Robert Von Ranke Graves

Born: 24 July 1895, Wimbledon, London, U.K.
Died: 3 August 1989, Deja, Majorca
Father: Alfred Perceval Graves
Mother: Amalia Elizabeth Sophie (or Sophia) von Ranke

Married: Annie Mary Prydie Nicholson, 23 January 1918.

Children:

Jenny, b. 1919, d. 1964, journalist.
John David, b. 1920, d. 1943 (killed in action).
Catherine, b. 1922.
Samuel, b. 1924, architect.

Married: Beryl Hodge (nee Pritchard), 1950.

Children:

William, b. 1940, geologist.
Lucia, b. 1943, translator.
Juan, b. 1944.
Tomas, b. 1953, printer.

Education:

Career:

Robert Graves went from school to the First World War, where he became a captain in the Royal Welsh Fusiliers. His principal calling was poetry. Apart from a year as Professor of English Literature at Cairo University in 1926 he has earned his living by writing, mostly historical novels which include: I, Claudius; Claudius the God; Sergeant Lamb of the Ninth; Count Belisarius; Wife to Mr Milton; Proceed, Sergeant Lamb; The Golden Fleece; They Hanged My Saintly Billy; and The Isles of Unwisdom.
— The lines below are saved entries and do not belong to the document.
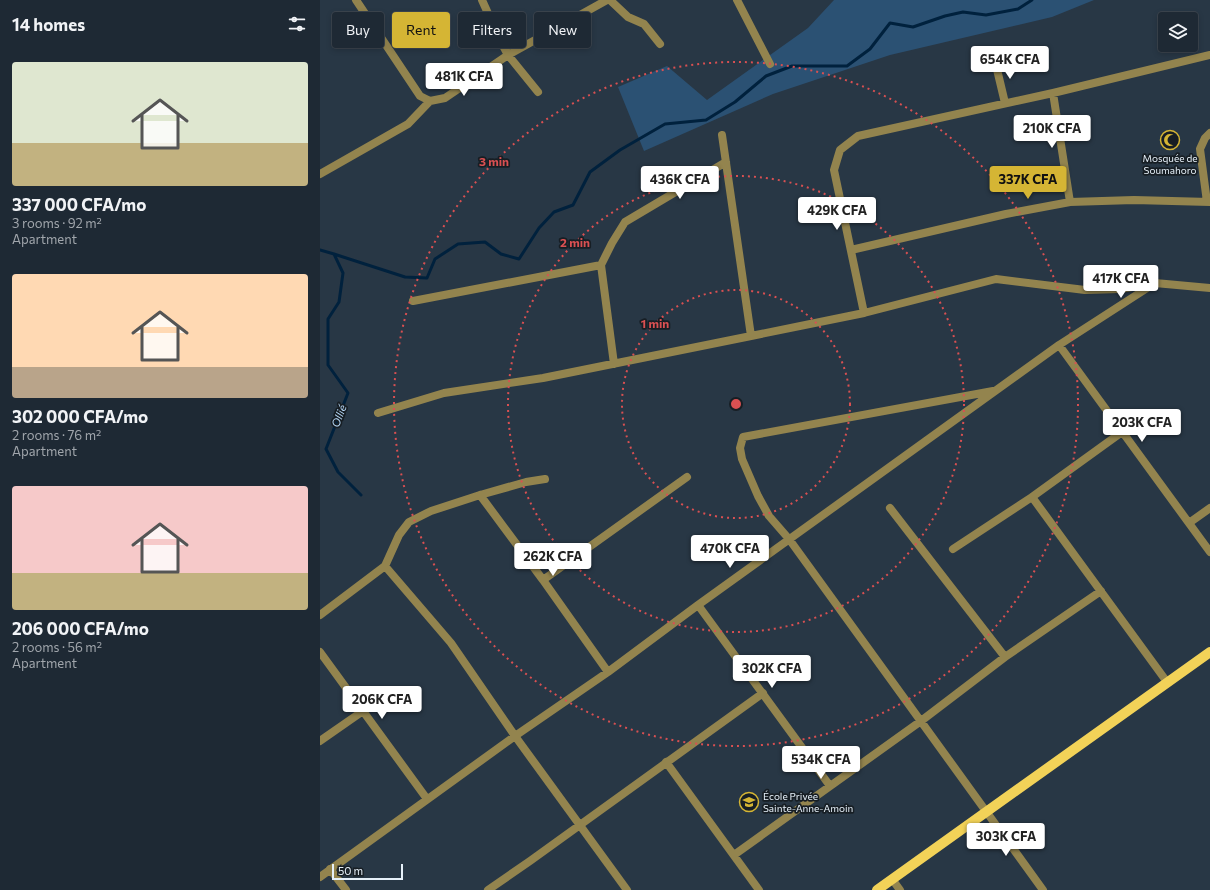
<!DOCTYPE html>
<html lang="en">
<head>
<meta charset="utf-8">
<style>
	:root { --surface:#1e2934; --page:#26313c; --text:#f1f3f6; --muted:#a1a6ac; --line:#3c454f; --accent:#d5b534 }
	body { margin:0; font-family:Commissioner,sans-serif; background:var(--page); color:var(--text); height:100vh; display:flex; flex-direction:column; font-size:15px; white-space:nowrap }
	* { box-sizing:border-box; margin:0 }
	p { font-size:13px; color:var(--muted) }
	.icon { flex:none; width:22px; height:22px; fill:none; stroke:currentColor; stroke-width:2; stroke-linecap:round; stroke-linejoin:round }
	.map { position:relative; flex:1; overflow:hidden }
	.sheet { display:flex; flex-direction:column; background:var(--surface); width:320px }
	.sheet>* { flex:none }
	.hud { position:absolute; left:12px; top:12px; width:380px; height:36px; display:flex; gap:8px }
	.tools { position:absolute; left:838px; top:12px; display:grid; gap:8px }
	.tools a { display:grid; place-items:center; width:40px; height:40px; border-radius:4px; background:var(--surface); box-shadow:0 2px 6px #0003,0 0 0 1px var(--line); font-size:20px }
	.scale { position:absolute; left:12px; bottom:10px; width:71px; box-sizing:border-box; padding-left:4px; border:2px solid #e6f0f9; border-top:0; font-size:11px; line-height:14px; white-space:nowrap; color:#e6f0f9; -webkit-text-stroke:3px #171e24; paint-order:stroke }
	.price { position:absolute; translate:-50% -34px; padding:0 9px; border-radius:4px; background:#fff; color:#222; font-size:13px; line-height:26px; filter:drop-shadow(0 1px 2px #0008) }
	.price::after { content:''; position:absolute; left:50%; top:24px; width:12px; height:9px; margin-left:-6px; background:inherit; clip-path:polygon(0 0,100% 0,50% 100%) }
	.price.current { background:var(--accent); color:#111 }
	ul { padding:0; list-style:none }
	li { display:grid; align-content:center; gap:8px; height:212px; padding:0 12px }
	li span { display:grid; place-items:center; height:124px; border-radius:4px; color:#555 }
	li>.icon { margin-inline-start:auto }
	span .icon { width:72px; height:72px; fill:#fffc; stroke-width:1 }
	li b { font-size:17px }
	h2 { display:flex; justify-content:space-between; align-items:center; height:48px; padding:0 12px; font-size:17px }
	.pill { padding:0 14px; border-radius:4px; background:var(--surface); box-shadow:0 2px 6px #0003,0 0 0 1px var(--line); font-size:14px; line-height:36px }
	.pill.current { background:var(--accent); color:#111 }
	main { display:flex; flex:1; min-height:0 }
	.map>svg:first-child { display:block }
	.green { fill:#2b5173 }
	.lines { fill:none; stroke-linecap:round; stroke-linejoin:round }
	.stream { stroke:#00213d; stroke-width:3 }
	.minor { stroke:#93844e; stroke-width:8 }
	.primary { stroke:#f2d258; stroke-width:10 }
	.ring { fill:none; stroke:#d95052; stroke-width:2; stroke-dasharray:2 4 }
	.labels { text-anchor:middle; stroke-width:3.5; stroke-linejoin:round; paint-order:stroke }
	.poi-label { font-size:10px; fill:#e6f0f9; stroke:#171e24 }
	.water-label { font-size:11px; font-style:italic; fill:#b8d9f8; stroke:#171e24 }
	.centre { fill:#d95052; stroke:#171e24; stroke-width:2 }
	.ring-label { font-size:12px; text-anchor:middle; font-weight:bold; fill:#d95052; stroke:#171e24; stroke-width:3.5; stroke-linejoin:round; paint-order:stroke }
</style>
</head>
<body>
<main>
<section class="sheet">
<h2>14 homes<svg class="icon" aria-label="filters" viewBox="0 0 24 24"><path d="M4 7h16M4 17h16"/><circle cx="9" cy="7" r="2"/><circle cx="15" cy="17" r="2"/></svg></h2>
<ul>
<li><span style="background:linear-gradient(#dfe7d0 65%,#c2b280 0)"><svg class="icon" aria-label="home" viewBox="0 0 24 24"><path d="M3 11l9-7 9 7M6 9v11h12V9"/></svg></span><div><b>337 000 CFA/mo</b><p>3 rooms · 92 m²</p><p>Apartment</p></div></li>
<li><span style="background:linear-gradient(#ffd9b3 75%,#b9a48a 0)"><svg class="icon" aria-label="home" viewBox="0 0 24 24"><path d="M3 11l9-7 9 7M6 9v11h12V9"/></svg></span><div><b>302 000 CFA/mo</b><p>2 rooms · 76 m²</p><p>Apartment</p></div></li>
<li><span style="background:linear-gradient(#f6c9c9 70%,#c2b280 0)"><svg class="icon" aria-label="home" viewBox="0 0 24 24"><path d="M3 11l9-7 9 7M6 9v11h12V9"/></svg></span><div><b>206 000 CFA/mo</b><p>2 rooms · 56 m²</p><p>Apartment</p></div></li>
</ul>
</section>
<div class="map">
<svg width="890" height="890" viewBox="0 0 890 890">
	<rect width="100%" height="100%" fill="#283745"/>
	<path class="green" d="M 514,0 L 774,0 L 732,17 L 570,55 L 453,94 L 324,151 L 298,87 L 347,66 L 387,100 L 488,28 Z"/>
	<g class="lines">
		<path class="stream" d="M 0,250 L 14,254 L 23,273 L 19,302 L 8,319 L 8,365 L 28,393 L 6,449 L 18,472 L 41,495
			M 14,254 L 85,277 L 107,278 L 115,259 L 138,244 L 165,242 L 181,254 L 199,259 L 219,228 L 234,212 L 253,205 L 270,172 L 300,150 L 345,124 L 386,120 L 415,102 L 446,76 L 472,66 L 527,66 L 550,49 L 570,23 L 593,27 L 625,16 L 643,12 L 666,15 L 698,9 L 712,0"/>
		<path class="minor" d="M 36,0 L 100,96 L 110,101 L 125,98 L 188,55 L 287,0
			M 162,0 L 180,40 L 188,55 L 218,92
			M 290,0 L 308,17 L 324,24 L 340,44
			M 417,0 L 450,64
			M 675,61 L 685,103
			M 733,93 L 750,202
			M 402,135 L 431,336
			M 0,174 L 88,124 L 110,101
			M 887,202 L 880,149 L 885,138 L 890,133
			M 531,250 L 686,214 L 750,202 L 814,200 L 890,202
			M 93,301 L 281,265
			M 544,313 L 514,170 L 520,150 L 538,136 L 733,93 L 890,55
			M 739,345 L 890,552
			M 294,364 L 281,265 L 292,243 L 305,222 L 406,162
			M 673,391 L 423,437 L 420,448 L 422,459 L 438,496 L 449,516 L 469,539 L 723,890
			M 58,413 L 124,393 L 223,378 L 431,336 L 544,313 L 676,279 L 765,290 L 800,289 L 835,283 L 890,288
			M 160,495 L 223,580 L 288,672
			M 712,497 L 847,682
			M 570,508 L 685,657
			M 869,523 L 890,508
			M 633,549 L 712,497 L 802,432
			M 65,566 L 131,643 L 195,736 L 307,890
			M 223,580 L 367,477
			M 378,605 L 510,786
			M 0,615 L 65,566 L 79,535 L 89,522 L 111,511 L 160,495 L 206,482 L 225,479
			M 0,652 L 107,799
			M 0,741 L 43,711
			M 346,762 L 439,890
			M 414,855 L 601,721 L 685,657 L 781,591
			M 10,869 L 26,890
			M 0,877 L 195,736 L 288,672 L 378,605 L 739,345 L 835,283
			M 572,879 L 580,890
			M 168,890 L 210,861 L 443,693"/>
		<path class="primary" d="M 557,890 L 890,652"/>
	</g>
	<g class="ring">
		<circle cx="416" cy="404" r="114"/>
		<circle cx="416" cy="404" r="228"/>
		<circle cx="416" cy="404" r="342"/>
	</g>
	<defs>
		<symbol id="mosque-ring" viewBox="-11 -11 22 22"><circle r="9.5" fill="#171e24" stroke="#d5b534" stroke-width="1.5"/><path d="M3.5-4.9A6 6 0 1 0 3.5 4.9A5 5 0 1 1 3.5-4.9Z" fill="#d5b534"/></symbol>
		<symbol id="school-ring" viewBox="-11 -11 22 22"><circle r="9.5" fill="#171e24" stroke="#d5b534" stroke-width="1.5"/><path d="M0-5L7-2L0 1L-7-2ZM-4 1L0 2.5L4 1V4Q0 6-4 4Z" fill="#d5b534"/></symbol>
	</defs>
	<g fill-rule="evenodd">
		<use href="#mosque-ring" x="839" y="129" width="22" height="22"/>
		<use href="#school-ring" x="418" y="791" width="22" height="22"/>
	</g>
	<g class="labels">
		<g class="poi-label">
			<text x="850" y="162">Mosquée de<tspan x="850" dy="12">Soumahoro</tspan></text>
			<text x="443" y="800" text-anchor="start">École Privée<tspan x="443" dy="12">Sainte-Anne-Amoin</tspan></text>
		</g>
		<g class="water-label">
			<text transform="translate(19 416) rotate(-69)" y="4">Ollié</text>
		</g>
	</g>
	<circle cx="416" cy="404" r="6" class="centre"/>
	<g class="ring-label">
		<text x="174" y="166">3 min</text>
		<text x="255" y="247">2 min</text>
		<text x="335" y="328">1 min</text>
	</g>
</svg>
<div class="tools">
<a><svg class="icon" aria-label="layers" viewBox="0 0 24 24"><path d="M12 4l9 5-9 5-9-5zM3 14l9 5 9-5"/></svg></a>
</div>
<div class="scale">50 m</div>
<b class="price" style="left:690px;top:80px">654K CFA</b>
<b class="price" style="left:144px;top:97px">481K CFA</b>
<b class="price" style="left:732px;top:149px">210K CFA</b>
<b class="price" style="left:360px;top:200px">436K CFA</b>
<b class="price current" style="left:708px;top:200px">337K CFA</b>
<b class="price" style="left:517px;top:231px">429K CFA</b>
<b class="price" style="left:801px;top:299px">417K CFA</b>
<b class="price" style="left:822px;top:443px">203K CFA</b>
<b class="price" style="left:410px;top:569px">470K CFA</b>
<b class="price" style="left:233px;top:577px">262K CFA</b>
<b class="price" style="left:452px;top:689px">302K CFA</b>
<b class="price" style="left:62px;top:720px">206K CFA</b>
<b class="price" style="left:501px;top:780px">534K CFA</b>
<b class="price" style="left:686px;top:857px">303K CFA</b>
<div class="hud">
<a class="pill">Buy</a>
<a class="pill current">Rent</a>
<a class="pill">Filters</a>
<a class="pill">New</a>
</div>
</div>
</main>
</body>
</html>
He wrote his autobiography, Goodbye to All That, in 1929. His two most discussed non-fiction books are The White Goddess, which presents a new view of the poetic impulse, and The Nazarene Gospel Restored (with Joshua Podro), a re-examination of primitive Christianity. He has translated Apuleius, Lucan, and Suetonius for the Penguin classics, and compiled the first modern dictionary of Greek mythology, The Greek Myths. He was elected Professor of Poetry at Oxford in 1961, and became an Honorary Fellow of St John's College, Oxford, in 1971.